I made $847 in my first year.

Not $847 per month. Total. For 12 months of writing, photographing, and promoting my blog.

I worked 40 hours at my marketing job, then came home and worked 4 more hours on the blog. Every night. Weekends too. For a year, I earned less than $2 per day.

Everyone skips this part. They jump to “I quit my job and traveled the world.” Nobody tells you about the year of ramen dinners and declining friends’ birthday dinners because you were “busy” (broke).

This is the real story. Including the numbers, the failures, and the specific steps that actually moved the needle.

The Beginning: Blogging for Ghosts (Year 1)

The Beginning Blogging for Ghosts (Year 1)

I started with zero plan.

January 2018. I bought a domain for $12 on a whim. Bluehost had a sale. I figured, “How hard can it be?”

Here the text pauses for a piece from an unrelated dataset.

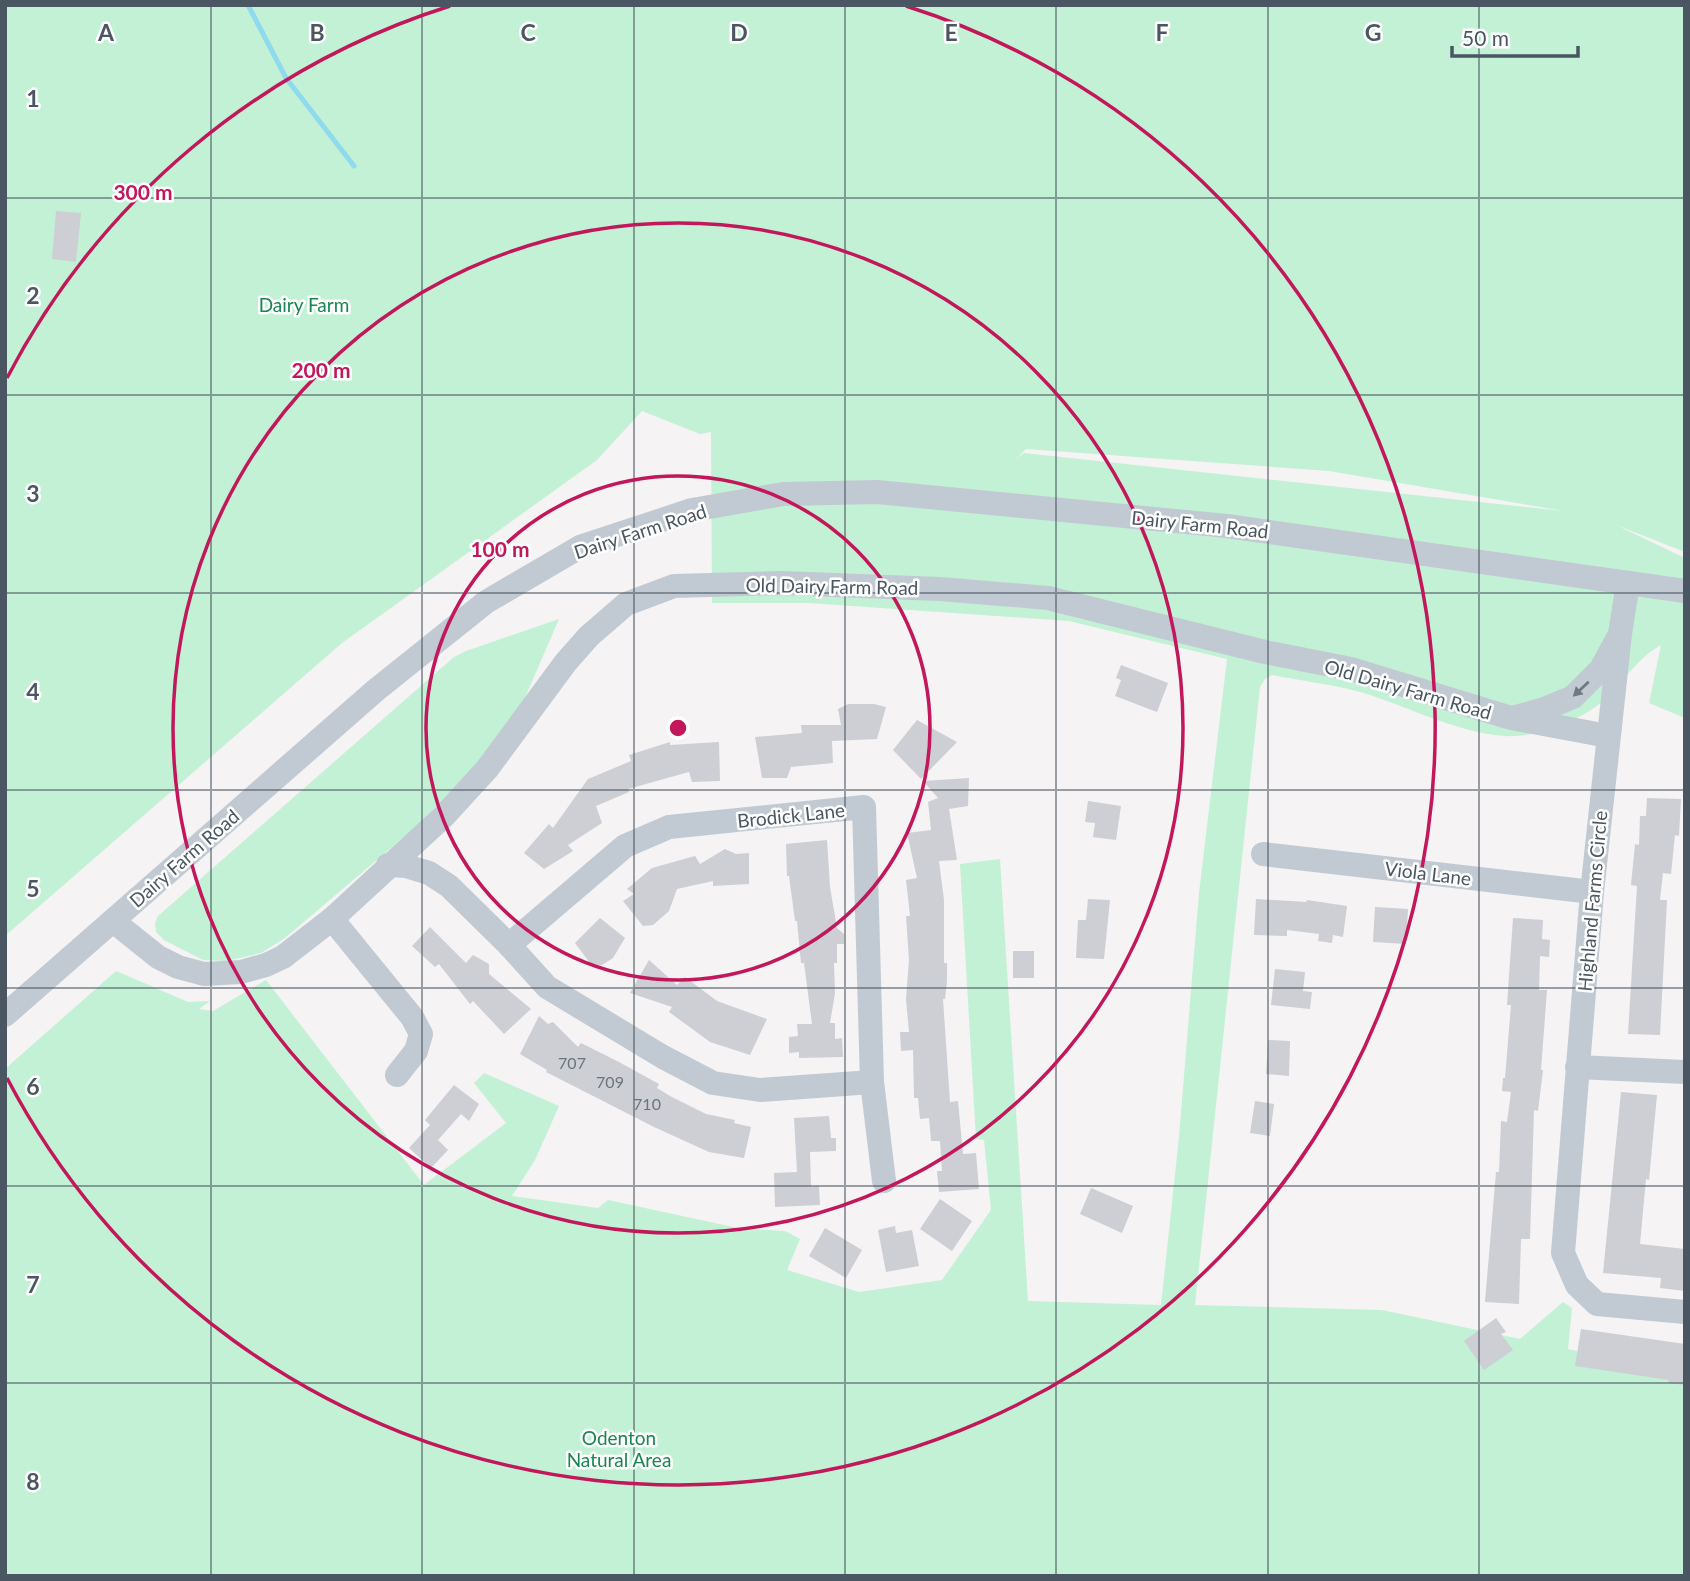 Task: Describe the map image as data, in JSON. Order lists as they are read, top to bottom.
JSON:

I wrote 47 posts that year. Travel tips for places I’d visited. Restaurant reviews. Packing lists. Crickets.

The hard truth: Writing good content isn’t enough. I was publishing into a void with no distribution strategy. No SEO. No Pinterest. No email list. Just posts sitting on the internet hoping Google would notice.

What actually worked in year one:

  • I commented on 20 blogs daily. Not spam thoughtful comments. This drove maybe 10 visitors per day.
  • I joined Twitter travel chats. #TTOT (Travel Talk on Twitter) every Tuesday. Real connections, real traffic.
  • I submitted guest posts to established blogs. One post on a site with 50,000 monthly readers sent me 500 subscribers in a week.

The pivot: I stopped writing “what I did” and started writing “how you can do it.” Instructional content outperformed diary entries 10-to-1.

The Breakthrough: Learning SEO (Year 2)

SEO is what separates hobby bloggers from professionals.

I resisted this for 18 months. It seemed technical. Boring. I wanted to write stories, not research keywords.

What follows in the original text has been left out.